Per
conoscere e ricordare un po’ meglio un Fellini alle prime armi al
Marc’Aurelio, ma già tanto grande nella sua giovane ironica arguzia,
vale la pena rivedere
Che strano chiamarsi Federico,
il docu-fiction che Ettore Scola, suo allievo e sodale, gli ha
dedicato quest’anno, presentandolo alla 70a Mostra Internazionale
d’Arte Cinematografica di Venezia.
Da un altro maestro del cinema come Scola – regista, ricordiamolo,
molto impegnato anche politicamente, spesso parte del governo-ombra –
è scaturito un commovente omaggio a Federico Fellini, il più grande
regista italiano di tutti i tempi, in occasione del 20° anniversario
della scomparsa e del 50enario dell’uscita di 8 ½, un altro
capolavoro della nostra cinematografia, opera visionaria, del
subconscio più indagato e nella maniera più intelligente.

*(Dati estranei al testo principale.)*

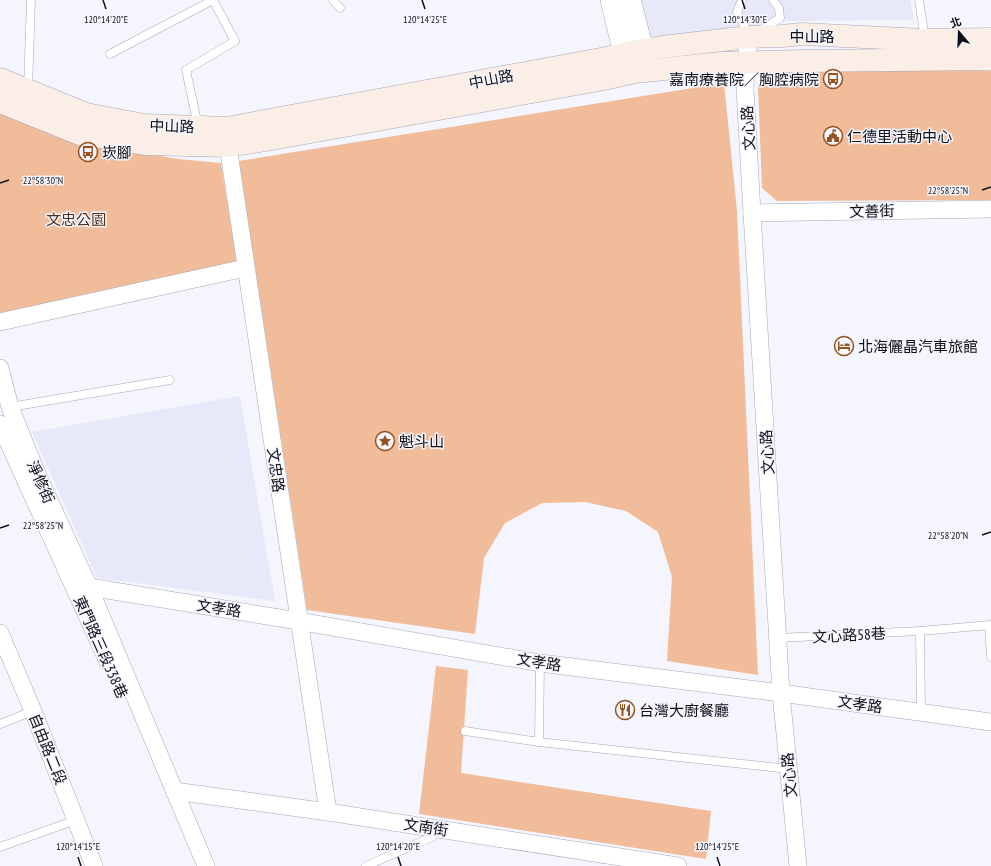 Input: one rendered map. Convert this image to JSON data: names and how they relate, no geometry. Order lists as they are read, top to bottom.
{
  "streets": {
    "main road": ["中山路"],
    "street": [
      "文心路",
      "文善街",
      "文忠路",
      "淨修街",
      "文孝路",
      "東門路三段338巷",
      "自由路二段",
      "文南街"
    ],
    "lane": ["文心路58巷"]
  },
  "crossings": [
    ["中山路", "文心路"],
    ["中山路", "文忠路"],
    ["文心路", "文善街"],
    ["文心路", "文孝路"],
    ["文心路", "文心路58巷"],
    ["文忠路", "文孝路"],
    ["文忠路", "文南街"],
    ["淨修街", "文孝路"],
    ["淨修街", "東門路三段338巷"],
    ["淨修街", "文南街"],
    ["東門路三段338巷", "文南街"]
  ],
  "parks": ["文忠公園"],
  "places": {
    "bus stop": ["嘉南療養院／胸腔病院", "崁腳"],
    "public building": ["仁德里活動中心"],
    "hotel": ["北海儷晶汽車旅館"],
    "place": ["魁斗山"],
    "restaurant": ["台灣大廚餐廳"]
  },
  "north": "top",
  "coordinates": [
    "120°14'20\"E",
    "120°14'25\"E",
    "120°14'30\"E",
    "22°58'30\"N",
    "22°58'25\"N",
    "22°58'20\"N",
    "120°14'15\"E"
  ]
}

Il film è un ricordo/ritratto di
Federico
Fellini ed oltre alla
ricchezza del suo cinema -patrimonio ormai del’umanità cinematografica
tutta - l’atto devoto di un ammiratore dell’ineguagliabile maestro che
vuole rievocare il privilegio di averlo frequentato ed essere stato
testimone della sua ironia e delle sue riflessioni su «la vita che è
una festa».
È il racconto della loro conoscenza, come si diceva, al giornale
Marc’Aurelio nei primi anni Cinquanta, dei loro incontri, degli amici
comuni, come Maccari, Sordi, Mastroianni; delle visite ‘di piacere’
sui sets dei rispettivi film; di Cinecittà, del Teatro di posa 5 –
forse la vera casa di Fellini - e di altre contiguità che hanno
cementato e fatto durare nel tempo la loro amicizia. Dal suo debutto
nel 1939 come giovane disegnatore, al suo quinto Oscar nel 1993, anno
del suo settantesimo e ultimo compleanno, Federico viene ricordato da
Ettore come un grande Pinocchio che, per fortuna, non è mai diventato
‘un bambino perbene’.
Un film fatto di ricordi, frammenti, momenti e impressioni sparse,
ricostruiti e girati a Cinecittà e alternati a materiali di repertorio
d’epoca, scelti dagli archivi delle Teche Rai e dell’Istituto Luce.